• [What you need to do] How many of the lines below include "Ленина"? Give the number and no other words.

[Records from a collection]
--
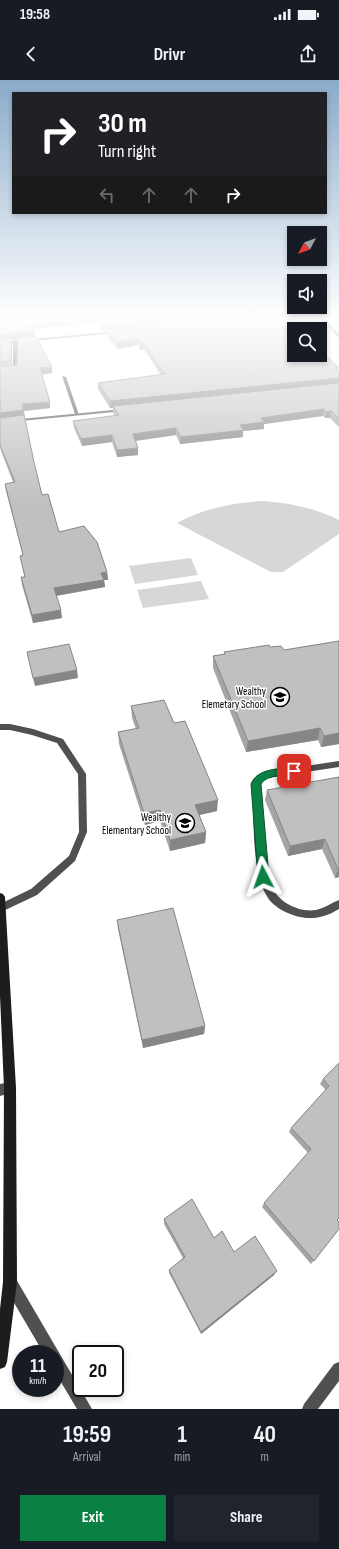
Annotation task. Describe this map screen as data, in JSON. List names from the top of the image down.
{
  "places": {
    "school or university": ["Wealthy Elemetary School", "Wealthy Elementary School"]
  },
  "north": "bottom left",
  "page": {
    "status": "19:58",
    "header": "Drivr",
    "turn": ["30 m", "Turn right"],
    "speed": "11 km/h",
    "limit": "20",
    "eta": [
      "19:59",
      "Arrival",
      "1",
      "min",
      "40",
      "m"
    ],
    "buttons": ["Exit", "Share"]
  }
}
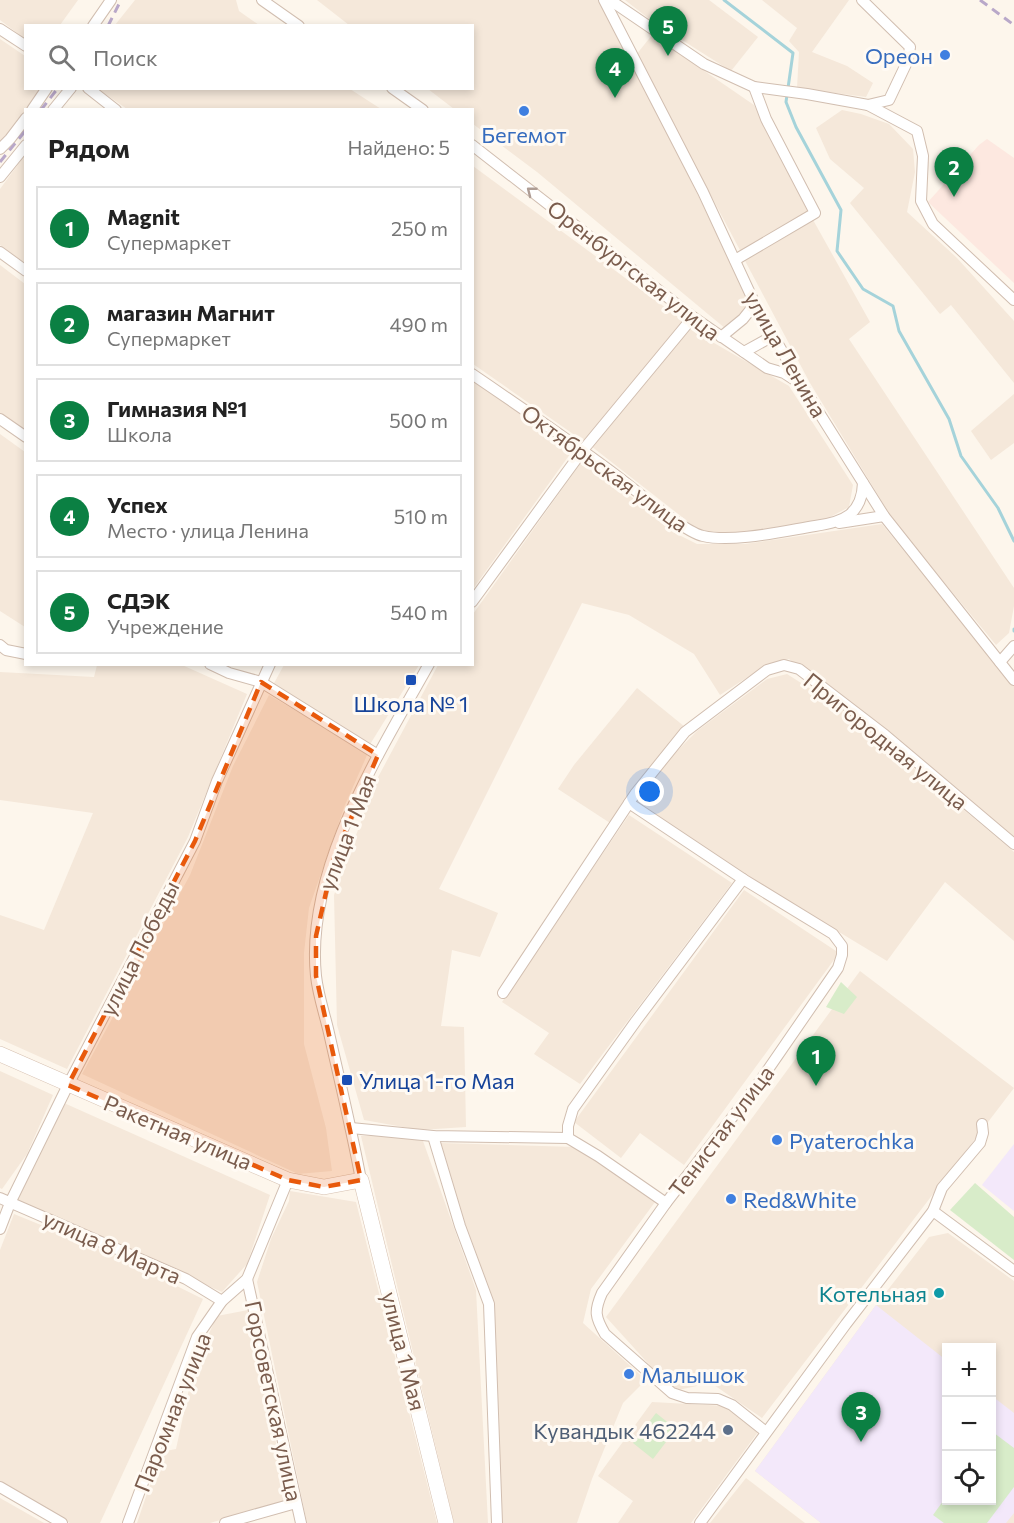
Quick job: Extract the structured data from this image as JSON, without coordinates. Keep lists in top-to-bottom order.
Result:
{
  "streets": {
    "main road": ["улица 1 Мая", "Ракетная улица"],
    "street": [
      "Оренбургская улица",
      "улица Ленина",
      "Октябрьская улица",
      "Пригородная улица",
      "улица Победы",
      "Тенистая улица",
      "улица 8 Марта",
      "Горсоветская улица",
      "Паромная улица"
    ]
  },
  "crossings": [
    ["Оренбургская улица", "улица Ленина"],
    ["улица Ленина", "Октябрьская улица"],
    ["Пригородная улица", "Тенистая улица"],
    ["улица 1 Мая", "Ракетная улица"],
    ["улица Победы", "Ракетная улица"],
    ["улица Победы", "улица 8 Марта"],
    ["Ракетная улица", "Паромная улица"],
    ["улица 8 Марта", "Паромная улица"],
    ["Горсоветская улица", "Паромная улица"]
  ],
  "one_way": ["Оренбургская улица"],
  "places": {
    "other": [
      "Ореон",
      "Бегемот",
      "Pyaterochka",
      "Red&White",
      "Котельная",
      "Малышок",
      "Кувандык 462244"
    ],
    "transit": ["Школа № 1", "Улица 1-го Мая"]
  },
  "page": {
    "pins": [
      "5",
      "4",
      "2",
      "1",
      "3"
    ],
    "search": "Поиск",
    "heading": ["Рядом", "Найдено: 5"],
    "list": [
      {
        "mark": "1",
        "name": "Magnit",
        "note": "Супермаркет",
        "value": "250 m"
      },
      {
        "mark": "2",
        "name": "магазин Магнит",
        "note": "Супермаркет",
        "value": "490 m"
      },
      {
        "mark": "3",
        "name": "Гимназия №1",
        "note": "Школа",
        "value": "500 m"
      },
      {
        "mark": "4",
        "name": "Успех",
        "note": "Место · улица Ленина",
        "value": "510 m"
      },
      {
        "mark": "5",
        "name": "СДЭК",
        "note": "Учреждение",
        "value": "540 m"
      }
    ],
    "map_buttons": ["+", "−"]
  }
}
--
• [Answer area] 4